In round six, the Brooklyn-based Ukrainian closed the gap and did much damage to a fading Brinson, Albany, NY. Brinson weathered the crisis, but the writing seemed to be on the wall.
Khytrov continued to wear down his foe down in round seven, and then in the eighth and final round hurt Brinson repeatedly. Khytrov was relentless, knowing that time was running out. He pounded away in brief but brutal flurries and eventually had Brinson in full retreat.
Finally with Brinson in serious trouble and backing away as best he could, Khytrov caught him with a combination along the ropes that crumbled Nick to the canvas. As he hit the floor, referee Earl Brown stopped the fight at 2:31 of the eighth round.
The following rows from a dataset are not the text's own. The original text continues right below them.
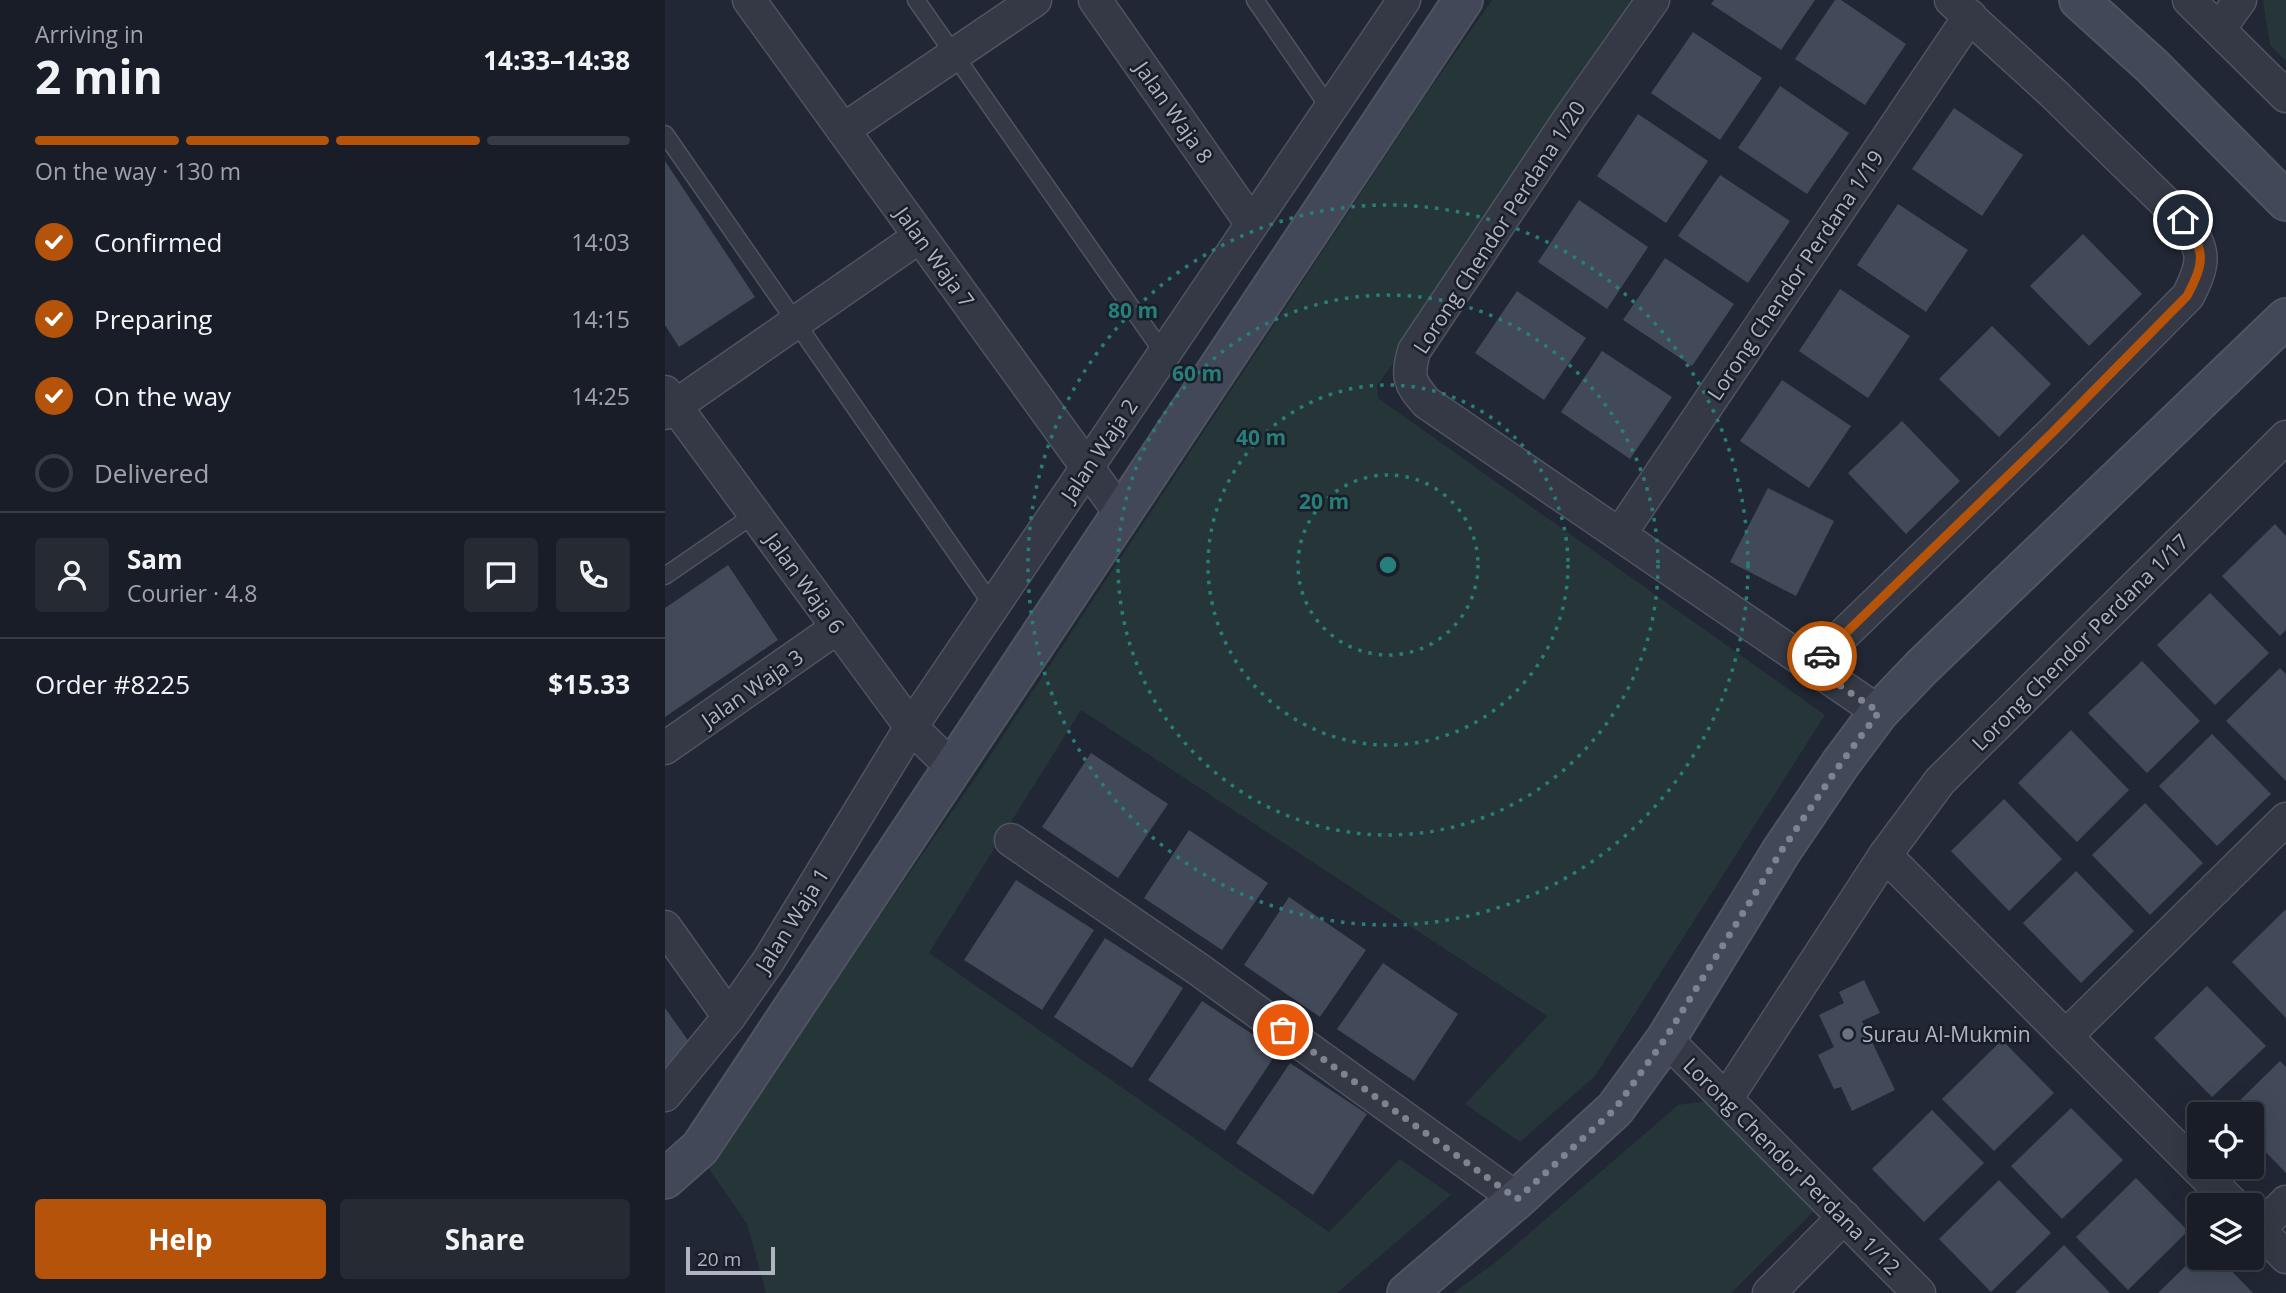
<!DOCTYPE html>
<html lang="en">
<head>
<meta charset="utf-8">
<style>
  :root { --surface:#191d27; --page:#262a33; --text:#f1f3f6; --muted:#9fa2a7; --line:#373b44; --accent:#b45309 }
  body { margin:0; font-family:"Open Sans",sans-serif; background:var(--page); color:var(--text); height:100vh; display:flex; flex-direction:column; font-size:26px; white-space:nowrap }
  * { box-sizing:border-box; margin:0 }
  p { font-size:23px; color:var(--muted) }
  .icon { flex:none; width:38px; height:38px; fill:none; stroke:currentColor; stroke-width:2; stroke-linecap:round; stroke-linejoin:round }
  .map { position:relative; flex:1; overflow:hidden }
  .details { display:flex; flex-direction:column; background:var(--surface); width:665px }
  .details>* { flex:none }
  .buttons { position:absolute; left:1522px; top:1102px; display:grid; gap:14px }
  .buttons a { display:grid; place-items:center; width:77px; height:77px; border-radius:7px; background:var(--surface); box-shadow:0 7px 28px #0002,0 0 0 2px var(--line); font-size:35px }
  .scale { position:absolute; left:21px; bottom:18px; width:89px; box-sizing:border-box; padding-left:7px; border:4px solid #aeb4c2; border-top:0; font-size:19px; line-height:24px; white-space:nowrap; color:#aeb4c2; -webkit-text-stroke:5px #191e29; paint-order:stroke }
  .pin { position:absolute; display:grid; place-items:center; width:60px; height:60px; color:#fff; margin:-30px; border:4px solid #fff; border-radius:50%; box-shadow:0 2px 7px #0007 }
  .courier { position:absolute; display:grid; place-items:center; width:70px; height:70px; margin:-35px; border:5px solid #b45309; border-radius:50%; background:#fff; color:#222; box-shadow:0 2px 9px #0007 }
  .head em { font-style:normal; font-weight:700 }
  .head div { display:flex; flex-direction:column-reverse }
  .head { display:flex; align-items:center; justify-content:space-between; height:119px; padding:0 35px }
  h1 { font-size:46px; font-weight:700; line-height:52px }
  .bar { display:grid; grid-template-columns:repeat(4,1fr); gap:10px 7px; align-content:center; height:84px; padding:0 35px }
  .bar i { height:9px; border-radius:5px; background:var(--line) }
  .bar .on { background:var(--accent) }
  .bar p { grid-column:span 4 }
  .line { display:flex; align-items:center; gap:18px; padding:0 35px; border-top:2px solid var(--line) }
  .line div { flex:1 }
  .round { display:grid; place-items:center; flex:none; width:74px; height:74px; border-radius:7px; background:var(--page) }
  ol { padding:0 35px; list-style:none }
  li { display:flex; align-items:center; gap:21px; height:77px }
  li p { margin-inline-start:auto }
  li .icon { padding:7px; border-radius:50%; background:var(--accent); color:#fff; stroke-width:4 }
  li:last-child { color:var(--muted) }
  li i { width:38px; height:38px; border:4px solid var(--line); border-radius:50% }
  .action { display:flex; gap:14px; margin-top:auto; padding:14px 35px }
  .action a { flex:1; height:80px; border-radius:7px; background:var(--accent); color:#fff; font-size:28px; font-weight:700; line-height:80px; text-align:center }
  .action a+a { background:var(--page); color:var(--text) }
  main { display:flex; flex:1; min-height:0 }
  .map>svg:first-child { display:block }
  .green { fill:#253538 }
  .building { fill:#424a59 }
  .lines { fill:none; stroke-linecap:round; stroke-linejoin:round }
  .lane-casing { stroke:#4e5460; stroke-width:19 }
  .street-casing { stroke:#4e5460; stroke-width:35 }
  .secondary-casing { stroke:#4e5460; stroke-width:42 }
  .lane { stroke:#343945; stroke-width:16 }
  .street { stroke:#343945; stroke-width:32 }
  .secondary { stroke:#424857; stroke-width:38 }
  .done { stroke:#7d8390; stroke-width:7; stroke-dasharray:0 12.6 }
  .route { stroke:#b45309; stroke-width:9 }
  .ring { fill:none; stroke:#277f7b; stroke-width:3.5; stroke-dasharray:3.5 7 }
  .worship-dot { fill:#6b7280; stroke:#191e29; stroke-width:2.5 }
  .labels { text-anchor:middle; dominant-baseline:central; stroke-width:5; stroke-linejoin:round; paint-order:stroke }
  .street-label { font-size:21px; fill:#aeb4c2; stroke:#191e29 }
  .poi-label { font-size:21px; fill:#aeb4c2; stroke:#191e29; text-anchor:start }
  .centre { fill:#277f7b; stroke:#191e29; stroke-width:3.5 }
  .ring-label { font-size:21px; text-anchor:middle; font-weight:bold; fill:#277f7b; stroke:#191e29; stroke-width:5; stroke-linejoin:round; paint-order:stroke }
</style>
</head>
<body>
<main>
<section class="details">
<div class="head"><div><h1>2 min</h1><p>Arriving in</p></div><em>14:33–14:38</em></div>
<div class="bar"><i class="on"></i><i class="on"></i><i class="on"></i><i></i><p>On the way · 130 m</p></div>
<ol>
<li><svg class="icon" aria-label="check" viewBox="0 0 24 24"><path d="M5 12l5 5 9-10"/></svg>Confirmed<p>14:03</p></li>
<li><svg class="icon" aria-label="check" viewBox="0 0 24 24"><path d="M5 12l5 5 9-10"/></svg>Preparing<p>14:15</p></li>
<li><svg class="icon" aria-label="check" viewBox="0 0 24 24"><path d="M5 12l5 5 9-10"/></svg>On the way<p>14:25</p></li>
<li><i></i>Delivered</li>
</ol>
<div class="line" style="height:126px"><a class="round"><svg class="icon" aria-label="person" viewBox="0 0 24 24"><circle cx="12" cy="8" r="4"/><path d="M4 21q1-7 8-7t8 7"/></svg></a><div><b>Sam</b><p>Courier · 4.8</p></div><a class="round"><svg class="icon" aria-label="chat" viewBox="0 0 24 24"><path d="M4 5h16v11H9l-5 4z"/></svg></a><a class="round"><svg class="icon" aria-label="phone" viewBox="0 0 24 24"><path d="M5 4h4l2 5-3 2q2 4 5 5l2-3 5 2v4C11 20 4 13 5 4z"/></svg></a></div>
<div class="line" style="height:91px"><div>Order #8225</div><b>$15.33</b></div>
<div class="action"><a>Help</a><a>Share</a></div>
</section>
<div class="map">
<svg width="1621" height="1293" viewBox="0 0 1621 1293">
  <rect width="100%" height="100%" fill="#212734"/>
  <!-- green -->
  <g class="green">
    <path d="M827,0h158l-273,386 1,12 447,317 -230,361 -75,66 -55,-38 82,-88 -466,-306 -152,243 400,279 71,-73 51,36 -114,98h-571l-19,-69 -40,-58 273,-395 445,-675z"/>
    <path d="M1600,0h21v61l-16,-16 -7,-43z"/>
    <path d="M1041,1101l107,111 -82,81h-278l43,-31 182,-157z"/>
  </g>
  <!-- building -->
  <g class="building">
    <path d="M1049,0h101l-34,50 -70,-46z"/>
    <path d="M1170,0h6l65,44 -41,61 -70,-46z"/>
    <path d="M1028,32l69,46 -42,62 -69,-47z"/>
    <path d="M1115,86l69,47 -42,61 -69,-46z"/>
    <path d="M1289,108l69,47 -41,61 -70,-47z"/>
    <path d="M973,114l70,47 -42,62 -69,-47z"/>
    <path d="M0,161l90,136 -76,50 -14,-22z"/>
    <path d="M1055,175l70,46 -42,62 -70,-47z"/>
    <path d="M914,200l69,47 -41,62 -69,-47z"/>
    <path d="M1233,204l70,46 -42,62 -69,-47z"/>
    <path d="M1418,234l59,60 -53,52 -59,-60z"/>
    <path d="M1000,258l69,46 -42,62 -69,-46z"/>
    <path d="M1175,289l70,47 -42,62 -69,-47z"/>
    <path d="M852,291l69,47 -42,62 -69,-47z"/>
    <path d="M1327,326l59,58 -52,53 -60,-58z"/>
    <path d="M937,351l70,46 -42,62 -69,-47z"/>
    <path d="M1117,380l69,46 -42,62 -69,-47z"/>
    <path d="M1237,421l58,60 -54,53 -58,-61z"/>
    <path d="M1103,488l66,33 -38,75 -66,-34z"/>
    <path d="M1610,524l11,12v94l-6,6 -58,-60z"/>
    <path d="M63,565l50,75 -113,77v-109z"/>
    <path d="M1545,593l59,60 -54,52 -58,-60z"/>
    <path d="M1477,661l58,60 -53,52 -59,-60z"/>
    <path d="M1615,668l6,6v107l-60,-60z"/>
    <path d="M1406,730l58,60 -52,52 -59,-59z"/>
    <path d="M1547,734l59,60 -54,52 -58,-60z"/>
    <path d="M426,753l77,51 -50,74 -76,-51z"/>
    <path d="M1339,799l58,60 -53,52 -58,-60z"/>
    <path d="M1480,803l58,60 -53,52 -58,-60z"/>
    <path d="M524,830l79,53 -46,67 -78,-52z"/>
    <path d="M1411,871l58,60 -53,52 -58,-60z"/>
    <path d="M351,880l78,50 -52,80 -78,-50z"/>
    <path d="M624,897l77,53 -46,67 -76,-52z"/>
    <path d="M1620,910l1,1v107l-54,-56z"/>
    <path d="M440,938l78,50 -51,80 -78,-51z"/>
    <path d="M718,963l75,51 -44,67 -77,-52z"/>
    <path d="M1199,980l16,33 -18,8 33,69 -43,21 -11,-24 -7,2 -16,-34 16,-8 -15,-32 25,-12 -5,-11z"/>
    <path d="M1542,986l59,60 -54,51 -58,-59z"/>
    <path d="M537,1001l76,50 -53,80 -77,-51z"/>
    <path d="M0,1008l30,42 -30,21z"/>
    <path d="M1337,1040l52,53 -60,58 -52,-52z"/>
    <path d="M1615,1061l6,6v106l-34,-35v-23h-23l-2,-2z"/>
    <path d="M625,1063l77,51 -54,81 -77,-52z"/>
    <path d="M1406,1108l52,52 -61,59 -51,-53z"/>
    <path d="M1267,1110l52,53 -60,59 -52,-53z"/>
    <path d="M1471,1178l52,53 -60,59 -52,-53z"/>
    <path d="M1334,1180l52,53 -60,59 -52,-53z"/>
    <path d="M1399,1245l46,48h-95z"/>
    <path d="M1535,1252v6h19l34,35h-95z"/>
  </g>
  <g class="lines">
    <!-- lane casing -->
    <g class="lane-casing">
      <g id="lane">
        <path d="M251,0l248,354"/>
        <path d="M590,0l75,109"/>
        <path d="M0,134l328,472"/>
        <path d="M0,576l90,-62"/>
      </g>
    </g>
    <!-- street casing -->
    <g class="street-casing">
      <g id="street">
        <path d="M84,0l372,514"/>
        <path d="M430,0l157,224"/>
        <path d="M988,0l-84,119 -155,232c-7,26 -5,32 13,52l452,309"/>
        <path d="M1524,0l97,96"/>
        <path d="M1554,29l21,-29"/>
        <path d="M178,130l192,-130"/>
        <path d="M0,392l246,335 42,41"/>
        <path d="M0,413l254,-176"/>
        <path d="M955,534l350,-518"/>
        <path d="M1146,666l242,-234 135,-136c17,-34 18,-45 -5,-76l-130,-127 -102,-93"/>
        <path d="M0,748l173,-121"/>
        <path d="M346,840l187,129 319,230"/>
        <path d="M1220,855l350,351"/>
        <path d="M0,927l64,90"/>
        <path d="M1401,1036l220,-217"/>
        <path d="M1001,1039l253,254"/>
        <path d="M0,1095l64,-78 40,-57 142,-233 493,-727"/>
        <path d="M1061,1099l159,-244 55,-74 346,-344"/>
        <path d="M1587,1223l34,34"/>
        <path d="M1594,1229l27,-27"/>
        <path d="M1104,1293l75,-76"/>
      </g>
    </g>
    <!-- secondary casing -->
    <g class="secondary-casing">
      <g id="secondary">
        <path d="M1414,0l73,66 134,135"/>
        <path d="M0,1179l35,-31 763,-1148"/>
        <path d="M742,1293l110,-94 98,-90 51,-70 116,-189 59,-87 38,-51 43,-45 364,-349"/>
      </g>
    </g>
    <!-- lane -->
    <use href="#lane" class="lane"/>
    <!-- street -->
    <use href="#street" class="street"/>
    <!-- secondary -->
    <use href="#secondary" class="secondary"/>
  </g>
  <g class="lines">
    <!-- done -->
    <path class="done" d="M618,1030l234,169 98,-90 50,-70 117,-189 59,-87 38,-51 -68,-46 11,-10"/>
    <!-- route -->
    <path class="route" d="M1157,656l231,-224 134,-136c18,-34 19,-45 -4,-76"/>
  </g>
  <!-- distance rings -->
  <g class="ring">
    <circle cx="723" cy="565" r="90"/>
    <circle cx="723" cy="565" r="180"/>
    <circle cx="723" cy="565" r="270"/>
    <circle cx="723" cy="565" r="360"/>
  </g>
  <!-- markers -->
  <circle class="worship-dot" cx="1183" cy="1034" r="7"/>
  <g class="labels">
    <!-- street labels -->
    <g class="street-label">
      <text transform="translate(509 112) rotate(55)">Jalan Waja 8</text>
      <text transform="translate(834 227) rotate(-57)">Lorong Chendor Perdana 1/20</text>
      <text transform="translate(270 257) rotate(54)">Jalan Waja 7</text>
      <text transform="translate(1130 275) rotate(-56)">Lorong Chendor Perdana 1/19</text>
      <text transform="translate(434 450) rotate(-56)">Jalan Waja 2</text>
      <text transform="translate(140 583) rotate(54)">Jalan Waja 6</text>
      <text transform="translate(1415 642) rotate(-45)">Lorong Chendor Perdana 1/17</text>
      <text transform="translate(87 688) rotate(-35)">Jalan Waja 3</text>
      <text transform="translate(127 920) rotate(-58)">Jalan Waja 1</text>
      <text transform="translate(1127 1166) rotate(45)">Lorong Chendor Perdana 1/12</text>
    </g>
    <!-- poi labels -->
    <g class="poi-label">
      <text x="1197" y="1034">Surau Al-Mukmin</text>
    </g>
  </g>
  <circle cx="723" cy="565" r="10" class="centre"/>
  <g class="ring-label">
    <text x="468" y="318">80 m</text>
    <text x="532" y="381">60 m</text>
    <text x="596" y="445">40 m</text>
    <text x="659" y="509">20 m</text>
  </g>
</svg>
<div class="buttons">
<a><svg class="icon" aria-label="locate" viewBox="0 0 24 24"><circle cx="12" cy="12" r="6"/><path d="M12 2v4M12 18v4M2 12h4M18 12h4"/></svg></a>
<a><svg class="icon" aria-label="layers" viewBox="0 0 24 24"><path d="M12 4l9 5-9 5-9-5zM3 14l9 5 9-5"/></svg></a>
</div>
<div class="scale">20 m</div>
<div class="pin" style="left:618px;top:1030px;background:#ea580c"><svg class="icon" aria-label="bag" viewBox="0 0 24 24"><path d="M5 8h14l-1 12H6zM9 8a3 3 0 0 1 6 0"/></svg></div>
<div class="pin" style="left:1518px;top:220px;background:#1f2937"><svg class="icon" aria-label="home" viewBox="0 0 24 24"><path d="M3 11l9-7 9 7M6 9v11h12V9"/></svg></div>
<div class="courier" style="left:1157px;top:656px"><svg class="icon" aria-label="car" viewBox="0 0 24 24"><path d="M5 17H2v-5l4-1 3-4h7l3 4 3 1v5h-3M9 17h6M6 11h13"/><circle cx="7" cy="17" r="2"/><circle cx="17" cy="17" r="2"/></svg></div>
</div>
</main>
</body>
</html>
The general consensus at ringside was that leading up to the stoppage, the fight was close on points. I had it even after six, but felt Khytrov had taken control down the stretch.
In the 8-round main event, Brooklyn's Sergiy Derevyanchenko extended his undefeated streak to six straight (6-0, 4 KOs) with a unanimous decision over Elvin Ayala of East Haven, CT.
Derevtanchenko chased and chopped away at the veteran for the full eight rounds, but Ayala was too durable and perhaps too experienced to fall. However, it did appear that Derevtanchenko came close to a KO, as the fight neared its finish.
With Ayala tiring badly, it appeared the Brooklyn fighter might pile on enough punishment to prompt referee Sparkle Lee to stop it in the final round. Derevyanchenko landed well to the head and body. His right was his key weapon and found its mark over and over again, However, Ayala, 28-7-1, 12 KOs, stood his ground and Derevtanchenko settled for a lopsided points win. The scores were 80-72 and 89-71 twice. My tally was 80-72 also.
The fight was promoted by DiBella Entertainment in association with Fight Promotions Inc. and Showtime.